Movies:Movie Reviews:The Girl Next Door

The Girl Next Door

Director(s): Luke Greenfield

Writer(s): Stuart Blumberg, David Wagner and Brent Goldberg

Cast: Emile Hirsch, Elisha Cuthbert, Timothy Olyphant, James Remar, Chris Marquette and Paul Dano

Reviewed by: Ian Evans on

Release Date(s)

Apr 9, 2004 - Wide

The Girl Next Door is a challenge for movie marketers used to labelling their products with one easy to digest label and slapping it on the shelves for distracted buyers to quickly make their minds up and purchase. There’s a lot of competition at the local cinema and you need a quick hook. But what happens if movie doesn’t necessarily fit one convenient slot, like a musician that puts heavy metal, country and adult contemporary songs on the same CD? Well, if you’re the filmmakers, you hope that the word-of-mouth about your film soon gets louder than the label it was sold under.

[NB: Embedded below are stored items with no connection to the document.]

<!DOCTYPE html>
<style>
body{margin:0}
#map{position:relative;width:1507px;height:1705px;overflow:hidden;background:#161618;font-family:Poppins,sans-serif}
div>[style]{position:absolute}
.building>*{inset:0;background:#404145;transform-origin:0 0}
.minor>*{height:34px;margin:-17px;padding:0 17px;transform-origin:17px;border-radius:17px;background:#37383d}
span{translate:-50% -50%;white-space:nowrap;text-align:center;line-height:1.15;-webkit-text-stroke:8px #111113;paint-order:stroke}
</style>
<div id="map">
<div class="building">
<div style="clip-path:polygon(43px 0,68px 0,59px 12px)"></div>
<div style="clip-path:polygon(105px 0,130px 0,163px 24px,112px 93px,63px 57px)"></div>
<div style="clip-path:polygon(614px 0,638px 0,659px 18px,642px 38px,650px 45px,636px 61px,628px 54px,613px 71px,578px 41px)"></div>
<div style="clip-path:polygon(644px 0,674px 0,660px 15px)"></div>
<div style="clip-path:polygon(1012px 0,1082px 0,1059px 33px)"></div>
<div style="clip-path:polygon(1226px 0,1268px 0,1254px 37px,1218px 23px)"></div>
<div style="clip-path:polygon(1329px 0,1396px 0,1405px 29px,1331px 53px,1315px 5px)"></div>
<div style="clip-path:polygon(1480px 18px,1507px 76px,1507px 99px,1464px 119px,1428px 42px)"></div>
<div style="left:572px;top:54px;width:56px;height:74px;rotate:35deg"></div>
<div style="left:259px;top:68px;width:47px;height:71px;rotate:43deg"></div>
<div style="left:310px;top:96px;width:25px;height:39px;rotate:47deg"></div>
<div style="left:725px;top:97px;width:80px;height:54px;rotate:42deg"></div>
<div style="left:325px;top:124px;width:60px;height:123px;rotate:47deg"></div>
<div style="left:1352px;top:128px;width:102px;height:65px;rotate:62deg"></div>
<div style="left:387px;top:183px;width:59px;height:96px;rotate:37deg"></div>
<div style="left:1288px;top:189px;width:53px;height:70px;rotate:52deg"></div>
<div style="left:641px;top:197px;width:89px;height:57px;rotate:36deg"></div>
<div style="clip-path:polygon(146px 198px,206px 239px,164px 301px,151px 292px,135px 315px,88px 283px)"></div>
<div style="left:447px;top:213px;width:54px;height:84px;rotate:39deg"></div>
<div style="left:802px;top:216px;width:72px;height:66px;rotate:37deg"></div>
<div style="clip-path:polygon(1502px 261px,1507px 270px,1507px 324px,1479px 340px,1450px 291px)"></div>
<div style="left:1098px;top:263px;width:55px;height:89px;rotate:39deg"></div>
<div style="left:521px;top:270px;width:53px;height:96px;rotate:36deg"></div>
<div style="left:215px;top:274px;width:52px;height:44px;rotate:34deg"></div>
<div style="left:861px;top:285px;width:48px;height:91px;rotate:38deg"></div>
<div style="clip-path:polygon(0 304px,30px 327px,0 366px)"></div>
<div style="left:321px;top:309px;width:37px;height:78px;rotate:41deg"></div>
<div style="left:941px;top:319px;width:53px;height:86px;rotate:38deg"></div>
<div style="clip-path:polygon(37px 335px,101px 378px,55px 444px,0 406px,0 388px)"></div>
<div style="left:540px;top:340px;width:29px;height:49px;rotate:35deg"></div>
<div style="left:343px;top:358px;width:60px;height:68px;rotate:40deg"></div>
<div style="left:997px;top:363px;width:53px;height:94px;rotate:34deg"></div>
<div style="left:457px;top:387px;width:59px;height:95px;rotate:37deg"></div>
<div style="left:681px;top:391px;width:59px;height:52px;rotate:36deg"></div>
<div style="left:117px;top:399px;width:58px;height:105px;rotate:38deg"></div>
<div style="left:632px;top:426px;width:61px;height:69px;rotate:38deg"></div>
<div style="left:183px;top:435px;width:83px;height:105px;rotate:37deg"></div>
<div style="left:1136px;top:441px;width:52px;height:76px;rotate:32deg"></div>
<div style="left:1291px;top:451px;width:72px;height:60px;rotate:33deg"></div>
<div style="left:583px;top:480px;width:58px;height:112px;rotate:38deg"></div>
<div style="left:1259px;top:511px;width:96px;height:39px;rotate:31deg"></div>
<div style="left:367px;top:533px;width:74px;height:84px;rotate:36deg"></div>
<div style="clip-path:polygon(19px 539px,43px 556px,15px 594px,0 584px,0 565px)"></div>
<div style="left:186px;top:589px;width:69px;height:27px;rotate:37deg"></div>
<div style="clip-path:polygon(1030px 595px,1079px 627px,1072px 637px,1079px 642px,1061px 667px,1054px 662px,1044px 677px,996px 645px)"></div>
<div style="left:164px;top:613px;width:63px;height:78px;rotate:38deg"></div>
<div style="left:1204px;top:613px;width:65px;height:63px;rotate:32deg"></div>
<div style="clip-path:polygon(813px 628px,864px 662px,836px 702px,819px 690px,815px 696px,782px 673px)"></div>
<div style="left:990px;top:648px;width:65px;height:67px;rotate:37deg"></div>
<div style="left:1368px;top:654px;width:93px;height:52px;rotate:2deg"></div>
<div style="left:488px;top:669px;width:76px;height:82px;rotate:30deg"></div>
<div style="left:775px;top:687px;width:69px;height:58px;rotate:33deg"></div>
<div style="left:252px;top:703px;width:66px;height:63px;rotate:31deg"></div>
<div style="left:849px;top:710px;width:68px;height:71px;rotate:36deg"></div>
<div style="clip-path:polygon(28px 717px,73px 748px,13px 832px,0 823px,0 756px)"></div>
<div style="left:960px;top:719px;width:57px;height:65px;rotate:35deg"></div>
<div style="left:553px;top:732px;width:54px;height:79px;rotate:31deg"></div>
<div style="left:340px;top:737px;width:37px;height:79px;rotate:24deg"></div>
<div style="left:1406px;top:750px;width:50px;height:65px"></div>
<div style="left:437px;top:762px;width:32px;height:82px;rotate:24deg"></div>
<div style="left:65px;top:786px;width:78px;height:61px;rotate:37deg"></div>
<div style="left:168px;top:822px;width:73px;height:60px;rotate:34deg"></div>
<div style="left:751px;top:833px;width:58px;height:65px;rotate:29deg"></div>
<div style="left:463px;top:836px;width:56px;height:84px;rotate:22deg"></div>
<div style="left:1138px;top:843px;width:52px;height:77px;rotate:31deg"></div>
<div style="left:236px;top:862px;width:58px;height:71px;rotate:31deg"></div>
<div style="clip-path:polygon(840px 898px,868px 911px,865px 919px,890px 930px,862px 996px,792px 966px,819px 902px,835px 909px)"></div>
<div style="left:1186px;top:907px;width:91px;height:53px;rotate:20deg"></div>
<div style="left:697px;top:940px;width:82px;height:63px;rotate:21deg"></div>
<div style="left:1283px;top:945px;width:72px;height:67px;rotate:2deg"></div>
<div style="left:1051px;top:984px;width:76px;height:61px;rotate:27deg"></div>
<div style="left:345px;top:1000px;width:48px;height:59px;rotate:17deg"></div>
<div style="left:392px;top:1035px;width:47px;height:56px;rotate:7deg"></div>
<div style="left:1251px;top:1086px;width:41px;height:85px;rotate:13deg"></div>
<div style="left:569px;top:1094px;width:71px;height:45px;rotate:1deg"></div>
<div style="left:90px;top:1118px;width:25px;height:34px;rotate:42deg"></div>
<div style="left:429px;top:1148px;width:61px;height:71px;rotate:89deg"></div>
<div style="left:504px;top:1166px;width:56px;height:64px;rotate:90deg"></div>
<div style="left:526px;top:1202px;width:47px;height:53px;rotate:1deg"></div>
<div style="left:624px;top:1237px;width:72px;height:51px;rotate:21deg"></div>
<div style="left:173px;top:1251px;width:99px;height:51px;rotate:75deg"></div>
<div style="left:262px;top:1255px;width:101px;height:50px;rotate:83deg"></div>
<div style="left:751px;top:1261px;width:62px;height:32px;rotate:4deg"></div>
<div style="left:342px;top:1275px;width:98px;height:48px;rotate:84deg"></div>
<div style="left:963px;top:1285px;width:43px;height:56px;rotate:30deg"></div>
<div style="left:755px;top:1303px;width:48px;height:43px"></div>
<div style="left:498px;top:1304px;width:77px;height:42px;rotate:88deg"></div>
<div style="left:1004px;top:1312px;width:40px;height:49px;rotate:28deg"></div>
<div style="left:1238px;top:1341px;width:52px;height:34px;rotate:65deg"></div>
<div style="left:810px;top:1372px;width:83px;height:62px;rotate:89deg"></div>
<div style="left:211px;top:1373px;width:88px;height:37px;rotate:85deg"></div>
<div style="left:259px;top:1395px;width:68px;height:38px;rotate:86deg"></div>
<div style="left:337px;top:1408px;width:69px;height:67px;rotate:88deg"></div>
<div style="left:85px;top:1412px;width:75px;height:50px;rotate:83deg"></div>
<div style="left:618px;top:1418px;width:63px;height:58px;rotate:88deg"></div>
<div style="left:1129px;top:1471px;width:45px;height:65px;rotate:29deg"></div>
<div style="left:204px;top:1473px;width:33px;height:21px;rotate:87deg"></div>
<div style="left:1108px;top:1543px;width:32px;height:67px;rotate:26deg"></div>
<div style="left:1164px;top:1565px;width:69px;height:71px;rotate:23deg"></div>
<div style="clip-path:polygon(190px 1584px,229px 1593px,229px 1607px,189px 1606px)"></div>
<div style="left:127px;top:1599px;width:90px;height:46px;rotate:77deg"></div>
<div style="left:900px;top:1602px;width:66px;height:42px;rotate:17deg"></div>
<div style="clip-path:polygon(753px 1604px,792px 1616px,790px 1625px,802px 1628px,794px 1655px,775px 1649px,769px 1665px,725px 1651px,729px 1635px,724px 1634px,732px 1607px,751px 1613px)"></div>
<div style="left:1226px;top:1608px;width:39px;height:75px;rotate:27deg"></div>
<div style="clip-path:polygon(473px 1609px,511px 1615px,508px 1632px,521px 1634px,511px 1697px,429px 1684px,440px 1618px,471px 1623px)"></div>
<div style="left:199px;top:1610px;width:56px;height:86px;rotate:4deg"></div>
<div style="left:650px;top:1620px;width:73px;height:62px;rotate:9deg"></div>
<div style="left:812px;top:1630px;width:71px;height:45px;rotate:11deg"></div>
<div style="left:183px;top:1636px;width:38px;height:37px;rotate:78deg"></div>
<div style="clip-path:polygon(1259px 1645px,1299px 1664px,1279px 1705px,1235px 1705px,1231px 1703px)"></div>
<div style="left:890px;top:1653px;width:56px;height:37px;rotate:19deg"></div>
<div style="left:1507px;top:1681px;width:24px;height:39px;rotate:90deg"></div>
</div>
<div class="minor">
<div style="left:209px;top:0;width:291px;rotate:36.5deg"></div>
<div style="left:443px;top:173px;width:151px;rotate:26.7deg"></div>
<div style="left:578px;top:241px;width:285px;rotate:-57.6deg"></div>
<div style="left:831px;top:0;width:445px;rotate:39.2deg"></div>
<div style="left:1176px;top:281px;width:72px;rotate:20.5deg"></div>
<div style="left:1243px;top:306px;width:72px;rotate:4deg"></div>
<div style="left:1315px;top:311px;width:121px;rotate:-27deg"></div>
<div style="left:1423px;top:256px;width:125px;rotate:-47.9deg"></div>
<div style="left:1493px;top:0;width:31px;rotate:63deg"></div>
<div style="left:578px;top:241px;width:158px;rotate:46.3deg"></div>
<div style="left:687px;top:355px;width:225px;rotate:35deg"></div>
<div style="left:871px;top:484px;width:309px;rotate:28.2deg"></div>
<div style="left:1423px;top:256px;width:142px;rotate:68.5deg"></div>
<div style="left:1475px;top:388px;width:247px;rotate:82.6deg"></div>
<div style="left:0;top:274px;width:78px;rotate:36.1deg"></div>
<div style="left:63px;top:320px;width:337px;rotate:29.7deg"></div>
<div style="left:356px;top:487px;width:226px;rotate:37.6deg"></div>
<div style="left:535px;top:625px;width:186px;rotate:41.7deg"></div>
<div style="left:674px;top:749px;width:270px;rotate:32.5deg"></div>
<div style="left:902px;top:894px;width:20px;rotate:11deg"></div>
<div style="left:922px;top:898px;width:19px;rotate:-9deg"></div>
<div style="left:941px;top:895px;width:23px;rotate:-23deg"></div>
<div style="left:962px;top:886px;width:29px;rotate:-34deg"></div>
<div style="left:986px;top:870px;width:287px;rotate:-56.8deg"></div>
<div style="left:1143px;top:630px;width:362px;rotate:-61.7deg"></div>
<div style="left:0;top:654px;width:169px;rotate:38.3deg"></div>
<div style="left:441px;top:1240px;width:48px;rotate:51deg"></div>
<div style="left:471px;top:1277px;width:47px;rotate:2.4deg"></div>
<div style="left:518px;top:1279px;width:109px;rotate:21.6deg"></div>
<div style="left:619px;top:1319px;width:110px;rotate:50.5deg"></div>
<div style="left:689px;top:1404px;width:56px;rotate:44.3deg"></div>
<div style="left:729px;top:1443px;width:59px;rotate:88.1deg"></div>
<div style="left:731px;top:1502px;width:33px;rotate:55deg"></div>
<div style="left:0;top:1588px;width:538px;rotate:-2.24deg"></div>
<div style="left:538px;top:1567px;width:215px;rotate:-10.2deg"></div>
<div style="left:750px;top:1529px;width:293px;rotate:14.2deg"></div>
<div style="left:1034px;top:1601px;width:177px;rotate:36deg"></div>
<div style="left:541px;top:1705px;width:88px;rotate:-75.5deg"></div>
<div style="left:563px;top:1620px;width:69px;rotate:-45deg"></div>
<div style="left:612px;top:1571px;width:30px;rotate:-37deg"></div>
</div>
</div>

Matthew (Emile Hirsch) is a by-the-book high school senior who has kept his nose to the grindstone as he heads towards his dream of going to Georgetown University. He’s one of those students who hasn’t built up a lot of high school memories because he’s been too busy memorizing. Nothing very interesting has happened to him until Danielle moves in next door.

Danielle, played by 24’s Elisha Cuthbert, looks like the kind of girl who’s stepped from the cover of a magazine. Matthew sees her undressing through her bedroom window one night, but his light is on and he’s caught red-handed, so to speak. Danielle, who says she’s house sitting, heads over to confront Matthew. She takes him for a ride, gets him to strip down and heads off with his clothes. I’m assuming the naked walk back home probably gave Matthew his first high school memory.

Strangely, this exposure to each other begins a kind of sweet and innocent courtship between the pair. When his friend Eli (Chris Marquette) discovers that Danielle is actually an ex-porn star who worked under the stage name “Athena”, Matthew’s reaction to the news sends her back into the industry under the watchful eye of her sleazy ex-producer (and ex-boyfriend) Kelly, played by Timothy Olyphant.

It’s at this point that the film takes a turn from the standard teen comedy formula. There are all the usual twists and turns from that genre, and the teens tend to get away with things that would get real teens expelled, but they’re slightly darker, a little seedier.

Yet in many ways, even though one of the subjects is the porn industry, The Girl Next Door is actually sweeter and more benign than raunchy comedies like American Pie. There are no flying body fluids in this flick and the film’s female lead doesn’t even get naked, though there is nudity in the film.

Cuthbert and Hirsch are solid in their roles. It would be easy to portray them as just the sexpot and bookworm but they do have layers and meet each other in the middle as one retreats from a world of sleaze and the other from a world of safety. Chris Marquette and Paul Dano, who plays Klitz “Spelled with a ‘K’”, portray Matthew’s friends with the appropriate amount of scheming and egging on that the lead’s friends are required to present in this genre, while Timothy Olyphant plays Kelly the porn producer as a guy who seems to be a cartoon at first only to reveal a darker underbelly.

Director Luke Greenfield, working off a script by Stuart Blumberg, David Wagner and Brent Goldberg, has us heading down a road we thought we’ve driven down before, only to show us some sights and detours we were not expecting.